Brighten has also built out three public RMBS programmes supported by over 35 institutional investors, which are drawn from Australia, UK, Europe, Asia and the US. To date, it has raised over $4.3 billion from those institutional investors via eight RMBS deals. This is important to investors because it highlights RAM Group’s track record as a repeat issuer in mortgage-backed debt capital markets with warehouse funding capacity to call bonds at step-up dates.
How investors should approach income-generating credit
Frearson expects demand to continue in this space and explains that the structure with a focus on capital protection, monthly income and legal maturity is suitable for a range of investors, including retirees.

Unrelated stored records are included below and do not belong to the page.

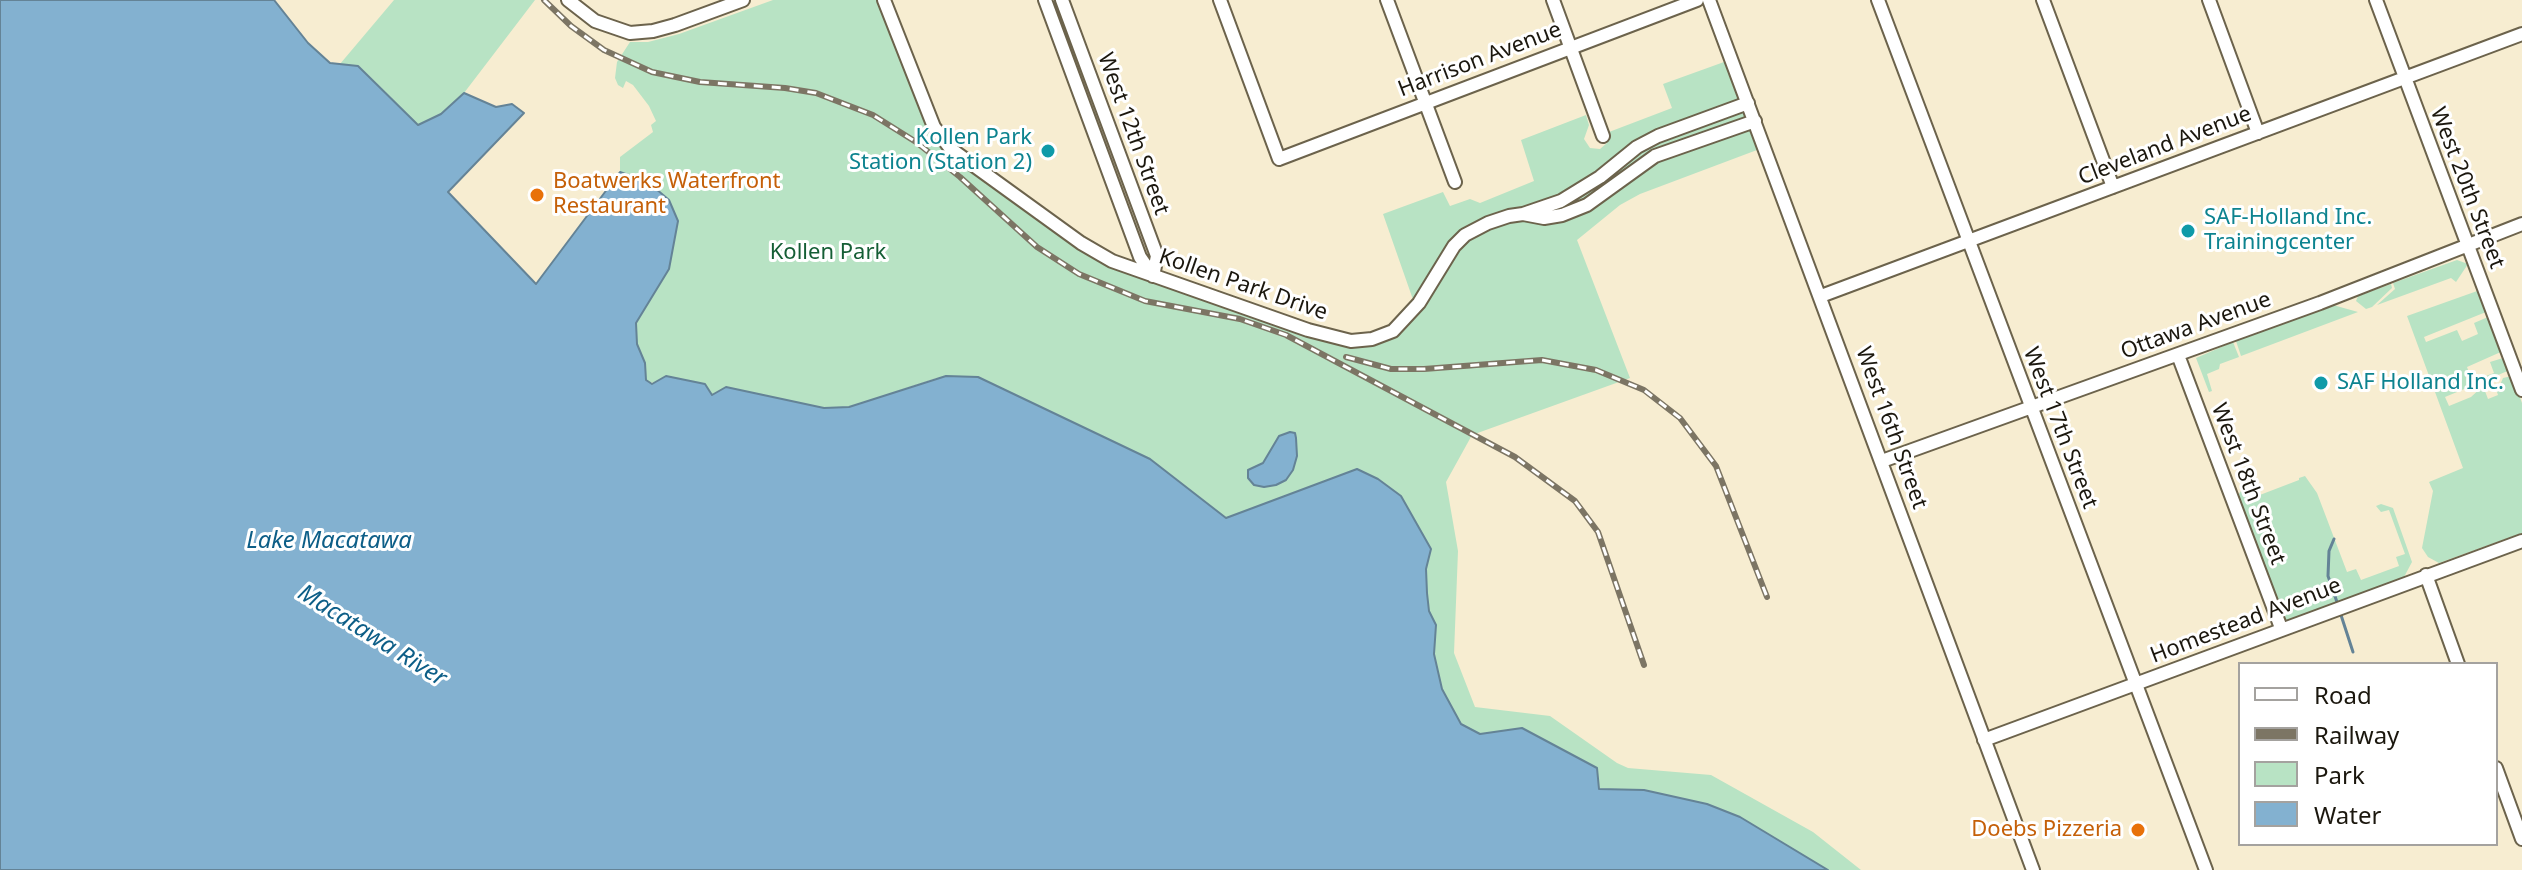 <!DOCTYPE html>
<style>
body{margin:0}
#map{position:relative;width:2522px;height:870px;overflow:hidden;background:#f7edd1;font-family:"Noto Sans",sans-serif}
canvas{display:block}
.legend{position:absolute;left:2238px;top:662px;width:260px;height:184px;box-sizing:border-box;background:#fff;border:2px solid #a4a29f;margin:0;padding:10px 14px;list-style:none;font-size:24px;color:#1b170e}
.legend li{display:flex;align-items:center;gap:16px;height:40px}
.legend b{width:40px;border:2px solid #a4a29f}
</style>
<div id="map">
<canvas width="2522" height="870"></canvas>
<ul class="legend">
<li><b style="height:10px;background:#fff"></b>Road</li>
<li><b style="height:10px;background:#7c7564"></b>Railway</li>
<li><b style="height:22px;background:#b8e3c4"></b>Park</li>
<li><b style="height:22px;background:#83b1d0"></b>Water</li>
</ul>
</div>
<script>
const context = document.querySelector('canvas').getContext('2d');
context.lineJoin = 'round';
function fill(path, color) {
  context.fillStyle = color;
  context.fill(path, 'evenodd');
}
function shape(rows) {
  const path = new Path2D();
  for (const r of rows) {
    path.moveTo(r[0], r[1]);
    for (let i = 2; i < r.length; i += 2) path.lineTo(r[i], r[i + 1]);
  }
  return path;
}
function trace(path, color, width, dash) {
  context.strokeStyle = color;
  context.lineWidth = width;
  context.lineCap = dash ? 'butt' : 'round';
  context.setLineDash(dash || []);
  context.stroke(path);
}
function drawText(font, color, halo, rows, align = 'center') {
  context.font = font + ' "Noto Sans",sans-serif';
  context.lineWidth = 6;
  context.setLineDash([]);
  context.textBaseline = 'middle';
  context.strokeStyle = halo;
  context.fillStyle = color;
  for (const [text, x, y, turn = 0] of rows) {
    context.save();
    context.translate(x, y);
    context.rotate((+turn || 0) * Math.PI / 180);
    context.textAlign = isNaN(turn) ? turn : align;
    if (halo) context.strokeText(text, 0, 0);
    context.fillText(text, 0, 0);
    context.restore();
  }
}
fill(shape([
 [394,0,535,0,464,93,441,114,418,125,359,66,340,64],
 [773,0,878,0,933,141,1090,256,1149,281,1337,345,1365,346,1386,340,1405,329,1417,311,1383,214,1443,192,1450,206,1470,199,1480,203,1534,181,1521,140,1586,115,1589,125,1584,139,1590,148,1600,149,1607,143,1609,132,1672,108,1663,84,1724,62,1757,150,1640,194,1620,205,1577,240,1630,378,1472,435,1446,482,1458,551,1454,653,1475,707,1550,716,1617,763,1628,768,1711,775,1813,832,1861,870,1828,870,1740,817,1707,804,1644,790,1598,789,1522,728,1480,734,1461,724,1442,689,1434,654,1436,625,1429,611,1427,593,1426,568,1431,549,1357,469,1226,518,1151,460,937,378,849,407,824,408,726,387,712,395,645,381,645,363,637,344,636,322,669,269,678,221,648,182,620,172,620,157,653,132,651,125,656,121,649,106,633,85,626,81,623,88,618,85,615,78,617,62,630,42,648,42,679,34],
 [2457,260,2468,264,2456,282,2451,278,2377,305,2395,289,2393,283],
 [2391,284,2392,288,2372,307,2366,309,2356,301,2358,296],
 [2480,290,2488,310,2486,312,2424,337,2426,342,2457,330,2462,341,2478,334,2474,323,2488,317,2503,351,2467,367,2472,381,2494,373,2490,362,2503,358,2506,360,2510,370,2445,397,2449,406,2471,397,2483,386,2488,399,2498,395,2497,392,2503,378,2512,376,2522,403,2522,533,2439,563,2428,557,2422,548,2433,491,2429,482,2463,468,2407,316],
 [2333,305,2358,312,2241,356,2236,341],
 [2233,342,2239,357,2220,364,2219,369,2207,374,2212,391,2209,392,2196,358],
 [2305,476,2317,493,2347,572,2356,569,2361,580,2399,566,2396,557,2405,554,2389,510,2381,512,2376,506,2381,504,2393,508,2412,562,2404,577,2284,623,2242,515,2239,494,2243,488,2246,497,2251,496,2252,498,2299,480,2299,478]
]), '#b8e3c4');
const water = shape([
 [0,0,274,0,308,43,330,63,358,66,418,125,441,114,464,93,496,107,512,104,524,113,448,192,536,284,620,172,648,182,669,200,678,221,669,269,636,323,637,344,645,363,646,380,652,384,666,376,705,384,712,395,726,387,824,408,849,407,946,376,978,377,1150,459,1226,518,1357,469,1378,479,1401,496,1431,549,1426,569,1427,593,1429,611,1436,625,1434,654,1442,689,1461,724,1480,734,1522,728,1597,768,1599,789,1644,790,1707,804,1740,817,1828,870,0,870,0,0],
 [1290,432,1295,433,1296,438,1297,456,1293,470,1286,480,1276,485,1264,487,1254,485,1248,478,1248,470,1263,463,1279,436,1290,432]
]);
fill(water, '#83b1d0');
trace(water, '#648396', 2);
trace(shape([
 [2334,539,2329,551,2328,576,2338,605],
 [2340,612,2353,652]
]), '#648396', 3);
const minor = shape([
 [568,0,595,21,630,33,653,31,675,25,743,0],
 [884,0,934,127,951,149,1081,243,1112,261,1308,330,1351,341,1372,339,1393,331,1419,303,1454,246,1465,235,1488,223,1509,216,1523,214,1544,218,1562,215,1587,205,1655,156,1755,121],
 [1045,0,1140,257,1153,276],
 [1062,0,1157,256,1153,276],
 [1220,0,1279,159,1697,0],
 [1387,0,1455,182],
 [1553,0,1603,136],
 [1709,0,2033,870],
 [1878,0,2206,870],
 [2043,0,2113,187],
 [2209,0,2258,133],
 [2376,0,2522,390],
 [1523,214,1561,201,1600,177,1637,147,1658,136,1748,103],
 [1821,296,2522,34],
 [2178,355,2281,628],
 [1882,461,2320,303,2522,224],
 [2426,575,2458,664],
 [1984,740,2522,541],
 [2496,768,2522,839]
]);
trace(minor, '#6c634c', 16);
trace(minor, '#fff', 12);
const rail = shape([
 [544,0,571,26,604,50,652,72,700,82,785,88,816,93,873,115,916,142,960,177,1037,247,1079,274,1145,301,1240,319,1286,335,1515,457,1575,501,1598,532,1644,665],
 [1346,357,1391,369,1424,369,1542,360,1596,370,1644,390,1680,418,1716,466,1767,597]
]);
trace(rail, '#7c7564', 6);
trace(rail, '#fff', 3, [9]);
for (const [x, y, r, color] of [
 [1048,151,8,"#0f9aa8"],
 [537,195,8,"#e8710a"],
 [2188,231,8,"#0f9aa8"],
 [2321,383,8,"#0f9aa8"],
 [2138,830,8,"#e8710a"]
]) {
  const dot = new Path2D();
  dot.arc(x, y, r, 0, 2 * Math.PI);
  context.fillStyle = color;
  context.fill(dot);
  trace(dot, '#fff', 3);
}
drawText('22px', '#1b170e', '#fff', [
 ["Harrison Avenue",1480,60,-21],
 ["West 12th Street",1133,134,70],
 ["Cleveland Avenue",2165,146,-21],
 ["West 20th Street",2467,188,69],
 ["Kollen Park Drive",1243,285,19],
 ["Ottawa Avenue",2196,326,-20],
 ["West 16th Street",1891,428,70],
 ["West 17th Street",2060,428,69],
 ["West 18th Street",2248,484,69],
 ["Homestead Avenue",2246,621,-21]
]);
drawText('22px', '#0d838f', '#fff', [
 ["Kollen Park",1032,138,"right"],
 ["Station (Station 2)",1032,163,"right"],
 ["SAF-Holland Inc.",2204,218],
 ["Trainingcenter",2204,243],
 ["SAF Holland Inc.",2337,383]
], 'left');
drawText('22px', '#c56008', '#fff', [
 ["Boatwerks Waterfront",553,182],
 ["Restaurant",553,207],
 ["Doebs Pizzeria",2122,830,"right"]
], 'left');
drawText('22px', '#155e35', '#fff', [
 ["Kollen Park",828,253]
]);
drawText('italic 24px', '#0d5e87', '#fff', [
 ["Lake Macatawa",329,541],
 ["Macatawa River",372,636,32]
]);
</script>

An investment like RAMHA would typically sit in the income section of a diversified portfolio, though investors should be careful to do their due diligence on all asset-backed investments – quality matters.
As Frearson says, and this can apply to any investment – high yield or otherwise, “there can be big differences in underlying assets and therefore, the risks investors are exposed to.
"Quality matters, knowing what you are invested in and the risks, where the relative value sits and the track record of the manager in the space you are looking at, such as loans, can make a big difference to the investment and what it means for your portfolio.”
With markets at record highs and uncertainty always at play, it’s a timely reminder of the importance of fundamentals and careful portfolio management.